Why does the King of the Ocean have to be demonized anyway. First of all, where did this term even come from. I always thought it was just the name of that dude in Aquaman, Jason Momoa, the guy from the movie where Amber Heard got kicked out after losing her lawsuit with Johnny Depp and then the second movie got blocked, but apparently now it’s not even about that, King of the Ocean now seems to mean a guy who dates a bunch of people and makes everyone feel like they’re the only one even though they all kind of know they’re not, which makes me wonder, does that mean every American guy I know is a King of the Ocean. Honestly I don’t have any problem with Kings of the Ocean, at most I’d just be like wow, impressive, impressive, impressive, but if you’re gonna act like you’re not doing it while clearly doing it, then bro you’re just embarrassing, exposed. Besides the real Kings of the Ocean, the rest are probably just those who wish they could be but actually suck at time management, can’t provide any emotional value, and are just plain lazy. And look at Japan, they already industrialized this whole King of the Ocean thing into the host club industry, obviously it’s a legit skill, otherwise would those male hosts be making millions a year, that’s still money, still value, people see value that’s why they pay, so why demonize an effective skill.
And also, why is it always the ocean. I remember when I was back in China during college breaks, I started hearing about "fishery management" and I was like what the hell is a fishery, does that mean I can only have one fish, like if I want to go out for dinner I can only text you and can’t text others, wait to see who replies first, otherwise what, I just sit there waiting, if no one replies in ten minutes I’ll just go eat by myself okay, I get hungry fast, or you know what, you could just make a group chat and I’ll throw my message in there, how does that make me a fishery manager, why discriminate against people who value efficiency, and now we’ve upgraded to the whole ocean, is that supposed to be a compliment, I doubt it’s for people like me but honestly I don’t feel like I did anything wrong.

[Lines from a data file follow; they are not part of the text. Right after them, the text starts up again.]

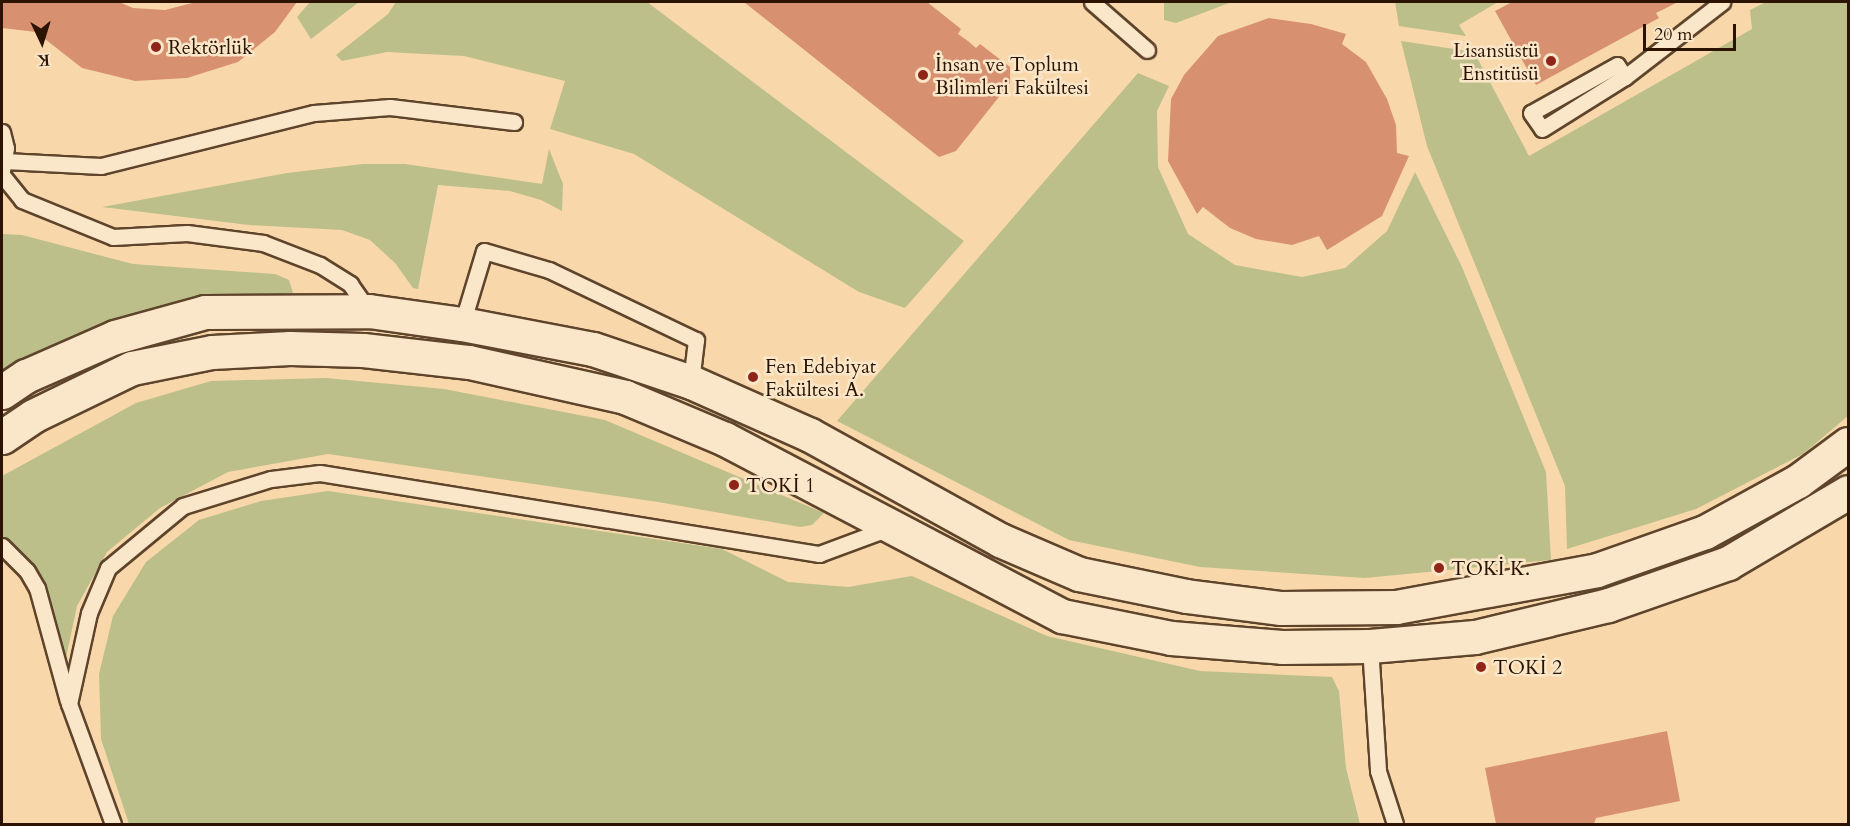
<!DOCTYPE html>
<html>
<head>
<meta charset="utf-8">
<style>
	body { margin:0 }
	#map { position:relative; width:1850px; height:826px; overflow:hidden; background:#f8d8ab; font-family:Cardo,serif }
	div>[style] { position:absolute }
	.green>* { inset:0; background:#bcbf89 }
	.building>* { inset:0; background:#d89170 }
	.roads { filter:drop-shadow(2px 0 #5e442b) drop-shadow(-2px 0 #5e442b) drop-shadow(0 2px #5e442b) drop-shadow(0 -2px #5e442b) }
	.lane>* { height:15px; margin:-7.5px; padding:0 7.5px; transform-origin:7.5px; border-radius:7.5px; background:#fae6c8 }
	.secondary>* { height:33px; margin:-16.5px; padding:0 16.5px; transform-origin:16.5px; border-radius:16.5px; background:#fae6c8 }
	.dots>* { width:16px; height:16px; translate:-50% -50%; box-sizing:border-box; border:3px solid #fae6c8; border-radius:50% }
	span { translate:-50% -50%; white-space:nowrap; text-align:center; line-height:1.15; -webkit-text-stroke:5px #fae6c8; paint-order:stroke }
	.poi-label { font-size:20px; color:#2b1300 }
	.left { translate:0 -50%; text-align:left }
	.right { translate:-100% -50%; text-align:right }
	.frame { position:absolute; inset:0; border:3px solid #2b1300; pointer-events:none }
	.north { position:absolute; left:12px; top:12px; width:60px; height:60px; -webkit-text-stroke:4px #fae6c8; paint-order:stroke; rotate:176deg; font-size:16px; font-weight:700; line-height:24px; text-align:center; color:#2b1300 }
	.north::after { content:''; display:block; margin:auto; width:21px; height:27px; background:#2b1300; clip-path:polygon(50% 0,100% 100%,50% 72%,0 100%) }
	.scale { position:absolute; left:1643px; top:24px; width:93px; height:27px; box-sizing:border-box; border:3px solid #2b1300; border-top:0; padding-left:8px; font-size:18px; line-height:21px; white-space:nowrap; color:#2b1300; -webkit-text-stroke:4px #fae6c8; paint-order:stroke }
</style>
</head>
<body>
<div id="map">
	<div class="green">
		<div style="clip-path:polygon(310px 2px,359px 2px,311px 39px,297px 17px)"></div>
		<div style="clip-path:polygon(396px 2px,647px 2px,964px 241px,905px 308px,859px 292px,634px 154px,550px 129px,565px 81px,464px 56px,387px 52px,342px 61px,336px 55px,388px 14px)"></div>
		<div style="clip-path:polygon(1164px 2px,1232px 2px,1176px 23px,1164px 20px)"></div>
		<div style="clip-path:polygon(1395px 2px,1498px 2px,1459px 25px,1466px 36px,1399px 26px)"></div>
		<div style="clip-path:polygon(1766px 2px,1848px 2px,1848px 416px,1803px 454px,1696px 509px,1567px 549px,1565px 486px,1427px 146px,1401px 41px,1474px 52px,1529px 156px,1752px 29px,1750px 10px)"></div>
		<div style="clip-path:polygon(1138px 73px,1169px 86px,1157px 111px,1158px 167px,1188px 234px,1235px 265px,1302px 277px,1345px 268px,1387px 231px,1415px 172px,1462px 267px,1546px 472px,1551px 560px,1365px 578px,1200px 567px,1069px 540px,837px 421px)"></div>
		<div style="clip-path:polygon(549px 149px,563px 184px,562px 211px,541px 200px,510px 191px,438px 185px,418px 289px,413px 288px,395px 263px,370px 240px,342px 230px,249px 225px,102px 207px,287px 173px,363px 164px,405px 164px,542px 184px)"></div>
		<div style="clip-path:polygon(2px 234px,22px 235px,133px 264px,275px 274px,289px 280px,293px 293px,166px 304px,47px 348px,2px 375px)"></div>
		<div style="clip-path:polygon(326px 378px,444px 389px,605px 420px,824px 513px,812px 525px,800px 527px,658px 502px,328px 454px,228px 472px,160px 508px,107px 552px,77px 606px,59px 691px,27px 586px,10px 548px,2px 543px,2px 476px,136px 403px,211px 381px)"></div>
		<div style="clip-path:polygon(328px 491px,722px 549px,788px 582px,848px 587px,912px 576px,1047px 636px,1200px 671px,1332px 677px,1339px 691px,1346px 768px,1360px 824px,129px 824px,101px 739px,99px 674px,113px 616px,146px 562px,199px 520px,261px 501px)"></div>
	</div>
	<div class="building">
		<div style="clip-path:polygon(2px 2px,119px 2px,133px 8px,165px 10px,196px 2px,297px 2px,275px 32px,238px 62px,187px 78px,135px 81px,82px 68px,36px 32px,2px 28px)"></div>
		<div style="clip-path:polygon(744px 2px,927px 2px,961px 29px,958px 34px,968px 41px,976px 48px,980px 44px,1010px 67px,1010px 83px,956px 151px,939px 157px)"></div>
		<div style="clip-path:polygon(1512px 2px,1678px 2px,1656px 13px,1659px 18px,1536px 85px,1495px 11px)"></div>
		<div style="clip-path:polygon(1269px 18px,1311px 24px,1346px 34px,1342px 44px,1366px 62px,1387px 99px,1396px 125px,1397px 153px,1409px 156px,1382px 216px,1327px 250px,1319px 236px,1292px 245px,1256px 239px,1230px 228px,1203px 207px,1197px 214px,1168px 161px,1171px 99px,1184px 75px,1218px 36px)"></div>
		<div style="clip-path:polygon(1667px 731px,1680px 801px,1596px 818px,1594px 824px,1496px 824px,1485px 768px)"></div>
	</div>
	<div class="roads">
		<div class="lane">
			<div style="left:1092px;top:2px;width:73px;rotate:41.1deg"></div>
			<div style="left:1625px;top:77px;width:14px;rotate:-124deg"></div>
			<div style="left:1617px;top:65px;width:98px;rotate:150.8deg"></div>
			<div style="left:1531px;top:113px;width:19px;rotate:55deg"></div>
			<div style="left:1542px;top:129px;width:98px;rotate:-32.1deg"></div>
			<div style="left:1625px;top:77px;width:123px;rotate:-37.7deg"></div>
			<div style="left:2px;top:132px;width:16px;rotate:76deg"></div>
			<div style="left:6px;top:148px;width:22px;rotate:100deg"></div>
			<div style="left:5px;top:161px;width:96px;rotate:3deg"></div>
			<div style="left:101px;top:166px;width:219px;rotate:-14deg"></div>
			<div style="left:314px;top:113px;width:76px;rotate:-4.5deg"></div>
			<div style="left:390px;top:107px;width:125px;rotate:6.9deg"></div>
			<div style="left:2px;top:175px;width:32px;rotate:51deg"></div>
			<div style="left:22px;top:200px;width:98px;rotate:22.1deg"></div>
			<div style="left:113px;top:237px;width:74px;rotate:-3.1deg"></div>
			<div style="left:187px;top:233px;width:77px;rotate:7.5deg"></div>
			<div style="left:263px;top:243px;width:61px;rotate:21.1deg"></div>
			<div style="left:320px;top:265px;width:36px;rotate:32deg"></div>
			<div style="left:350px;top:284px;width:33px;rotate:55deg"></div>
			<div style="left:462px;top:324px;width:76px;rotate:-73.2deg"></div>
			<div style="left:484px;top:251px;width:68px;rotate:16.3deg"></div>
			<div style="left:549px;top:270px;width:163px;rotate:25.5deg"></div>
			<div style="left:696px;top:340px;width:42px;rotate:96.8deg"></div>
			<div style="left:2px;top:546px;width:35px;rotate:45deg"></div>
			<div style="left:27px;top:571px;width:20px;rotate:60deg"></div>
			<div style="left:37px;top:588px;width:117px;rotate:74.7deg"></div>
			<div style="left:1370px;top:646px;width:125px;rotate:86.3deg"></div>
			<div style="left:1378px;top:771px;width:56px;rotate:72.2deg"></div>
			<div style="left:113px;top:824px;width:128px;rotate:-110.1deg"></div>
			<div style="left:69px;top:704px;width:93px;rotate:-77.6deg"></div>
			<div style="left:89px;top:613px;width:49px;rotate:-67.1deg"></div>
			<div style="left:108px;top:568px;width:97px;rotate:-39.6deg"></div>
			<div style="left:183px;top:506px;width:92px;rotate:-17.1deg"></div>
			<div style="left:271px;top:479px;width:49px;rotate:-7deg"></div>
			<div style="left:320px;top:473px;width:506px;rotate:9.22deg"></div>
			<div style="left:819px;top:554px;width:75px;rotate:-20.4deg"></div>
		</div>
		<div class="secondary">
			<div style="left:2px;top:392px;width:29px;rotate:-34deg"></div>
			<div style="left:26px;top:376px;width:97px;rotate:-23.7deg"></div>
			<div style="left:115px;top:337px;width:93px;rotate:-15.5deg"></div>
			<div style="left:205px;top:312px;width:164px;rotate:-0.3deg"></div>
			<div style="left:369px;top:311px;width:94px;rotate:8deg"></div>
			<div style="left:462px;top:324px;width:133px;rotate:10.8deg"></div>
			<div style="left:593px;top:349px;width:103px;rotate:18.6deg"></div>
			<div style="left:691px;top:382px;width:130px;rotate:24deg"></div>
			<div style="left:810px;top:435px;width:217px;rotate:28.9deg"></div>
			<div style="left:1000px;top:540px;width:86px;rotate:23.3deg"></div>
			<div style="left:1079px;top:574px;width:109px;rotate:11.6deg"></div>
			<div style="left:1186px;top:596px;width:96px;rotate:7.2deg"></div>
			<div style="left:1281px;top:608px;width:115px;rotate:-0.5deg"></div>
			<div style="left:1396px;top:607px;width:204px;rotate:-10.4deg"></div>
			<div style="left:1597px;top:570px;width:114px;rotate:-19.4deg"></div>
			<div style="left:1705px;top:532px;width:106px;rotate:-28.7deg"></div>
			<div style="left:1798px;top:481px;width:62px;rotate:-36.5deg"></div>
			<div style="left:2px;top:437px;width:37px;rotate:-34deg"></div>
			<div style="left:33px;top:416px;width:110px;rotate:-25.9deg"></div>
			<div style="left:132px;top:368px;width:82px;rotate:-11.3deg"></div>
			<div style="left:212px;top:352px;width:78px;rotate:-2.9deg"></div>
			<div style="left:290px;top:348px;width:73px;rotate:1.6deg"></div>
			<div style="left:363px;top:350px;width:107px;rotate:6.5deg"></div>
			<div style="left:469px;top:362px;width:160px;rotate:12.6deg"></div>
			<div style="left:625px;top:397px;width:108px;rotate:22.8deg"></div>
			<div style="left:725px;top:439px;width:381px;rotate:27.7deg"></div>
			<div style="left:1062px;top:616px;width:111px;rotate:11.4deg"></div>
			<div style="left:1171px;top:638px;width:111px;rotate:4.6deg"></div>
			<div style="left:1282px;top:647px;width:88px;rotate:-0.7deg"></div>
			<div style="left:1370px;top:646px;width:105px;rotate:-4.9deg"></div>
			<div style="left:1475px;top:637px;width:137px;rotate:-13.5deg"></div>
			<div style="left:1608px;top:605px;width:127px;rotate:-19.3deg"></div>
			<div style="left:1728px;top:563px;width:139px;rotate:-30.6deg"></div>
		</div>
	</div>
	<div class="dots">
		<div style="left:156px;top:47px;background:#8f2418"></div>
		<div style="left:1551px;top:61px;background:#8f2418"></div>
		<div style="left:923px;top:75px;background:#8f2418"></div>
		<div style="left:753px;top:377px;background:#8f2418"></div>
		<div style="left:734px;top:485px;background:#8f2418"></div>
		<div style="left:1439px;top:568px;background:#8f2418"></div>
		<div style="left:1481px;top:667px;background:#8f2418"></div>
	</div>
	<div class="poi-label">
		<span class="left" style="left:168px;top:47px">Rektörlük</span>
		<span class="right" style="left:1539px;top:62px">Lisansüstü<br>Enstitüsü</span>
		<span class="left" style="left:935px;top:76px">İnsan ve Toplum<br>Bilimleri Fakültesi</span>
		<span class="left" style="left:765px;top:378px">Fen Edebiyat<br>Fakültesi A.</span>
		<span class="left" style="left:746px;top:485px">TOKİ 1</span>
		<span class="left" style="left:1451px;top:568px">TOKİ K.</span>
		<span class="left" style="left:1493px;top:667px">TOKİ 2</span>
	</div>
	<div class="frame"></div>
	<div class="north">K</div>
	<div class="scale">20 m</div>
</div>
</body>
</html>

Later when I started working, I was gossiping with a production manager and she told me about some girl she called a residual girl and I asked why and she gave me a whole list and I just nodded oh but didn’t know how to respond and then she asked if I was a residual girl myself and I said probably not but then I got curious, what does that even mean, literally residual means residue, waste, right, though residue can be useful like I personally love zaopo hotpot it’s delicious especially in Hainan, but usually people use those words to mean things nobody wants, leftovers, so by that logic the term leftover woman is also discriminatory since it implies unwanted, left behind because it has no value, but residual men, seems like everyone still wants them, so what about residual women, are they wanted or unwanted, I honestly can’t figure out the definition and had no idea how to respond.
Then I heard there’s also a term Queen of the Ocean and I kinda reject that, why does King not have to be married but Queen has to have a partner, why not just call it Sea God like Poseidon holding his trident and he’s hot but is Apollo hotter, I gotta think about that, still Apollo I guess, he’s the Sun God after all, I like the sea but I am the sun, the sun is hotter okay because the sun carries the whole galaxy forward which means you lying in bed reading this are traveling a hundred thousand miles through the universe every day without even moving and the only reason you’re not burned alive by all that speed is because we have an atmosphere and the Earth has a magnetic field, isn’t that amazing, such good design.
But the sea, it’s just the liquid on the surface of one of the planets orbiting the sun, it even gets pulled by the moon causing tides and is affected by the magnetic field, so unstable, what do I need it for, sure no sea no life but without the sun there’s nothing, not even the sea, wasn’t the Big Bang all about heat, not water right, so in conclusion I probably have nothing to do with the Sea God, I’m the Sun God.